Nanosonics and the risks of a company relying on one customer
This sterilisation device maker has a new product but customer troubles could lead to short-term trouble.
When we initially upgraded Nanosonics to a speculative buy in 2014, we explained its competitive advantage: a new way of disinfecting ultrasound probes that was easier and more effective than the competition.
Around 14 patent "families" protect Nanosonics' trophon device. Most of these patents, however, only extend to 2024. With only six years before competitors can sweep in and copy trophon's success, we were anxious to see the next generation of technology that might lengthen Nanosonics' competitive advantage.
Thankfully, that day is here. Nanosonics has announced that its second-generation disinfection device - trophon2 - has received approval from the US Food and Drug Administration, with sales expected to begin later in the year.
Management says the new device "reflects a completely new mechanical and software design".
While Nanosonics has hundreds of customers, only one truly matters - GE Healthcare. The company accounts for 66% of Nanosonics' revenue.
Unfortunately, GE is going through its worst losing streak in 125 years.
The company made a net loss of $US6 billion ($8 billion) in 2017. Investors are fretting over the company's $US57 billion of net debt and the stock has fallen 50% since December.
For all Nanosonics' successes in research, if GE ended its contract with the company sales would evaporate overnight and the stock would plummet.

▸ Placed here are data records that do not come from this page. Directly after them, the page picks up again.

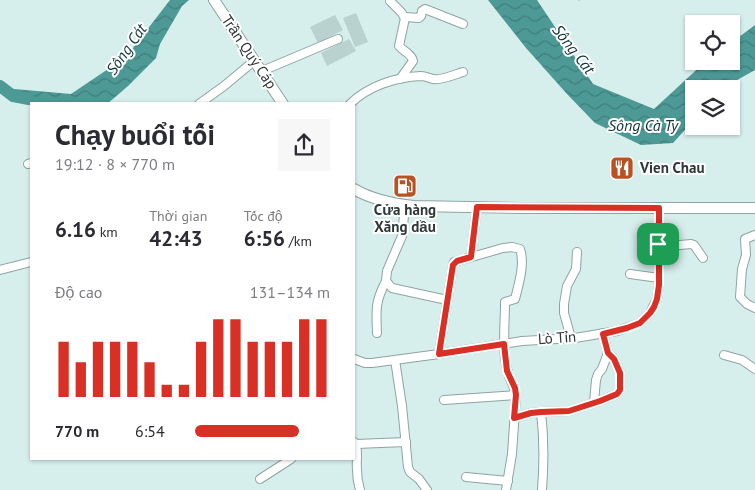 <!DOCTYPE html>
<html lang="vi">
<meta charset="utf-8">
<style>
:root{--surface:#fff;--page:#f7f7f7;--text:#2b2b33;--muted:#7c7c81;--accent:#d93025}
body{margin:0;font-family:"PT Sans",sans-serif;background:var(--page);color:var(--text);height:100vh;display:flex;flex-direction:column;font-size:19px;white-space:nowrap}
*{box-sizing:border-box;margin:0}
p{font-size:16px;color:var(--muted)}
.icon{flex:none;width:28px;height:28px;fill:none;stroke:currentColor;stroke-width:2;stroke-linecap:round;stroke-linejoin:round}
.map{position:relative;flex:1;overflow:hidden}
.sheet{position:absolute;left:30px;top:102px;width:325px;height:358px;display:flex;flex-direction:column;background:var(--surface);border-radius:0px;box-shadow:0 1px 4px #0004}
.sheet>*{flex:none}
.buttons{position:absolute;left:685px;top:15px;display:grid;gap:10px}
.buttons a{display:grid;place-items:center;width:55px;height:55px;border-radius:0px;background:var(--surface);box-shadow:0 1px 4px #0004;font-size:25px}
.pin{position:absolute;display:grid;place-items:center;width:42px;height:42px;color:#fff;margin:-21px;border-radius:10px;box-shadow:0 2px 8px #0006}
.round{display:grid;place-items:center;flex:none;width:52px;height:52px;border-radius:0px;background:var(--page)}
.head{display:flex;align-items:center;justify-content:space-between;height:85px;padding:0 25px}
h1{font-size:28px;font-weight:800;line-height:38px}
.figures{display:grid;grid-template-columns:repeat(3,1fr);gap:8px;height:85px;padding:5px 25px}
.figures div{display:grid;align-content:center}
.figures b{font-size:21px;font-weight:800}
.figures small{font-size:14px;font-weight:400}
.figures p{font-size:14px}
.chart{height:140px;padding:10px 25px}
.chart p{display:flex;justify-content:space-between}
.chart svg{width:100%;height:90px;margin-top:5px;stroke:var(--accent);stroke-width:6}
ul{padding:0 25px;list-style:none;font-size:16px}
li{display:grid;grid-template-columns:80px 60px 1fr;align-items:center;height:38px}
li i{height:12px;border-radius:6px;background:var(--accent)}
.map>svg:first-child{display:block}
.water{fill:url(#water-waves)}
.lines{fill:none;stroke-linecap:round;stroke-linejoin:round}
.river{stroke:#4d9996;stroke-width:12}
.building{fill:#b9d1cf}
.minor-casing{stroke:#8ea4a3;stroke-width:10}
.major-casing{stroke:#8ea4a3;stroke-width:12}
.path{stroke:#a1b4b2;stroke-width:1;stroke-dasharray:2.5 2.5;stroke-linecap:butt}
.minor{stroke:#fff;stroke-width:8}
.major{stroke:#fff;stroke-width:10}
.route-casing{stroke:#fff;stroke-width:10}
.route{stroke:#d93025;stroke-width:6}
.labels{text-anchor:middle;stroke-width:4;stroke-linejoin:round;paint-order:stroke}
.street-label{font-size:15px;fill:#2f3837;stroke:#fff}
.poi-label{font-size:15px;font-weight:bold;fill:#2f3837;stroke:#fff;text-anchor:start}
.water-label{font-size:16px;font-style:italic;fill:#0f3534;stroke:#fff}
</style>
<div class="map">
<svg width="755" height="490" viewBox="0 0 755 490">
<defs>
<pattern id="water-waves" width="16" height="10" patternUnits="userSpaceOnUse" patternTransform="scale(1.25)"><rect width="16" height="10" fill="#4d9996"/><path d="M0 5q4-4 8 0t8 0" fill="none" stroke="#407e7b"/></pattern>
</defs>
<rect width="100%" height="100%" fill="#d6eeec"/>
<!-- water -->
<g class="water">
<polygon points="170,0 189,0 182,6 160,44 156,58 128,86 107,104 42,104 13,96 3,88 71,94 126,57"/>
<polygon points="488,0 537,0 593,84 654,109 706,61 731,61 731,43 755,25 755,70 721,89 694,89 694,120 673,143 641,145 595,123 567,94 526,48"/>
</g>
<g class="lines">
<!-- river -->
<polyline class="river" points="0,86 13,96 29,99"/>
</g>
<!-- building -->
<g class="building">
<polygon points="356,13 368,42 355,47 343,18"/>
<polygon points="335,15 343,30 318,43 310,27"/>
<polygon points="349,39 356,51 327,66 321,53"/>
<polygon points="623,156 629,156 630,179 623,179"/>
</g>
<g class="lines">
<!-- minor casing -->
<g class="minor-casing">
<g id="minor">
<polyline points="390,1 401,12 405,18"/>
<polyline points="262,71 338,39"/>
<path d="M400,79L413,61C412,54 403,51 399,46L405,18L406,17L419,18L421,16L422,11L425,9L463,24"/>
<polyline points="199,104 224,86 254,61"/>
<path d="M350,104C368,86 396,77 421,76C426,76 428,78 433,79C440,81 456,74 463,72"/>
<polyline points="28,164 31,163"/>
<polyline points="405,205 402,236 387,271 386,281 392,288 447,300"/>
<polyline points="755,235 745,239 746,255 742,269 740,297 747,304 755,308"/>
<polyline points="658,247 691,244 694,245 703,258"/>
<polyline points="471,257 477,207"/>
<polyline points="0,270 31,262"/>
<polyline points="630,274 659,278"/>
<path d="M377,333C376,309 375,302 386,281"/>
<polyline points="571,338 564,313 564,304 567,286 576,269 577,252"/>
<path d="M439,354L453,265L454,262L503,248L512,247L520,249C525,264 519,283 515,299L505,302C505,324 502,348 507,369C509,379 514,385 516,395L512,454L506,490"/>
<polyline points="724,355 742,360 755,369"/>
<polyline points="354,359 365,363 372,363 439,354 522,341 575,338 617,331 640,323 650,313 657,299 659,285 659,208"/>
<polyline points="395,360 402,406 408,467 410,472 419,479 427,490"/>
<polyline points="444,400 516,395"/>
<polyline points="594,402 596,380 598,374 602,369 608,353"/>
<path d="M541,412C544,437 544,464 542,490"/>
<polyline points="514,418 531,413 541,412 569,411 600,401 617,394 620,390 620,373 614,359 608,353 603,333"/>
<path d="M354,442C359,449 356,460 357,470C357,476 358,483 360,490"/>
<polyline points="356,444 406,442"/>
<polyline points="466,477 508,481"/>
<polyline points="260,479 291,459"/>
</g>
</g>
<!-- major casing -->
<g class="major-casing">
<g id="major">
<polyline points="214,0 283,104"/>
<path d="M354,189C371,199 394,204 414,206L519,208H755"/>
</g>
</g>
<!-- path -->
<polyline class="path" points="579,0 579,1"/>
<!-- minor -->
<use href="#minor" class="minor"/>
<!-- major -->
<use href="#major" class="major"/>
</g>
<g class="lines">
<!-- route casing -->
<g class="route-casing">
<polygon id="route" points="477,207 659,208 659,285 657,299 654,307 650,313 640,323 627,328 603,334 608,353 614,359 620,373 620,390 617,394 600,401 569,411 541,412 531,413 514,418 516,395 515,388 507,371 504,344 439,354 453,265 457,261 471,257"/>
</g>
<!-- route -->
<use href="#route" class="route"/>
</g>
<!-- icons -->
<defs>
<g id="restaurant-square" transform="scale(1.25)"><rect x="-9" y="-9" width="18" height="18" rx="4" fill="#b85225" stroke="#fff"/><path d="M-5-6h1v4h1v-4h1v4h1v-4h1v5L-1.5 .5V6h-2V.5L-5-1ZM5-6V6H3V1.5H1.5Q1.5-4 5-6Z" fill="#fff"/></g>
<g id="fuel-square" transform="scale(1.25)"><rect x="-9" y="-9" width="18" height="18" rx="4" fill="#b85225" stroke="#fff"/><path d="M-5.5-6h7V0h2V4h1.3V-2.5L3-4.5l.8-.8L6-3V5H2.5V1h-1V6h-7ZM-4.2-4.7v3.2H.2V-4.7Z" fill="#fff"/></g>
</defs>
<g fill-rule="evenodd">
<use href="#restaurant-square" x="622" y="168"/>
<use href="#fuel-square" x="405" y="186"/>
</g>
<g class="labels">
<!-- street labels -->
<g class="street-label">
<text transform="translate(249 52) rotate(56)" y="5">Trần Quý Cáp</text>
<text transform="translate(557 338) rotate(-4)" y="5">Lò Tỉn</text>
</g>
<!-- poi labels -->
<g class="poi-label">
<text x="640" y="173">Vien Chau</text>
<text x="405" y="215" text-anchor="middle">Cửa hàng<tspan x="405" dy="17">Xăng dầu</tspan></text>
</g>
<!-- water labels -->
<g class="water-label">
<text transform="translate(126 49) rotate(-55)" y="6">Sông Cát</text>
<text transform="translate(574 49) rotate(52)" y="6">Sông Cát</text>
<text x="643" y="131">Sông Cà Ty</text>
</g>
</g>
</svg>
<div class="buttons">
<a><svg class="icon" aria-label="locate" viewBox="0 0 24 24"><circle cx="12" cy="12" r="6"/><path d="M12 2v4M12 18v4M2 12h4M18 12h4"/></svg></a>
<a><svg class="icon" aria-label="layers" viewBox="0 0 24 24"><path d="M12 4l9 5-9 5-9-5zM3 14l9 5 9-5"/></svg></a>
</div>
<div class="pin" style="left:658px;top:244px;background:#1e9e55"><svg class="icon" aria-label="arrive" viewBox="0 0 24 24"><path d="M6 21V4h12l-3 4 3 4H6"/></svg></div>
<section class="sheet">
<div class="head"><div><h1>Chạy buổi tối</h1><p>19:12 · 8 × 770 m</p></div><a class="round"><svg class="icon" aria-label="share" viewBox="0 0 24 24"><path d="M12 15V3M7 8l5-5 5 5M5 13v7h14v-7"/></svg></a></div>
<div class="figures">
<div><b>6.16<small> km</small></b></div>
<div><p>Thời gian</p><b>42:43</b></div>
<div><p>Tốc độ</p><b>6:56<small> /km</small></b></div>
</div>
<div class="chart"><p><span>Độ cao</span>131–134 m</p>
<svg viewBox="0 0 160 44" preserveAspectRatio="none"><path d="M5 44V17M15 44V27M25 44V17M35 44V17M45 44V17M55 44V27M65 44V38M75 44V38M85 44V17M95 44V6M105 44V6M115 44V17M125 44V17M135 44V17M145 44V6M155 44V6"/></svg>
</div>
<ul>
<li><b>770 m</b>6:54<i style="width:77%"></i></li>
</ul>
</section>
</div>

GE has announced several measures to get back on track. The company has decided to retain its healthcare division but broader strategic changes could still have a trickle-down effect on Nanosonics.
To complicate matters further, GE will soon switch from being Nanosonics' distribution partner to being a capital reseller. Beginning in July 2019, GE will only make the initial trophon sale, and then Nanosonics takes responsibility for ongoing service to customers and the supply of consumable disinfectant cartridges.
With several forces now pushing and pulling on short-term sales, there's more room for negative surprises between now and August's full-year result. We reiterate our recommended maximum portfolio weighting of 2%. HOLD.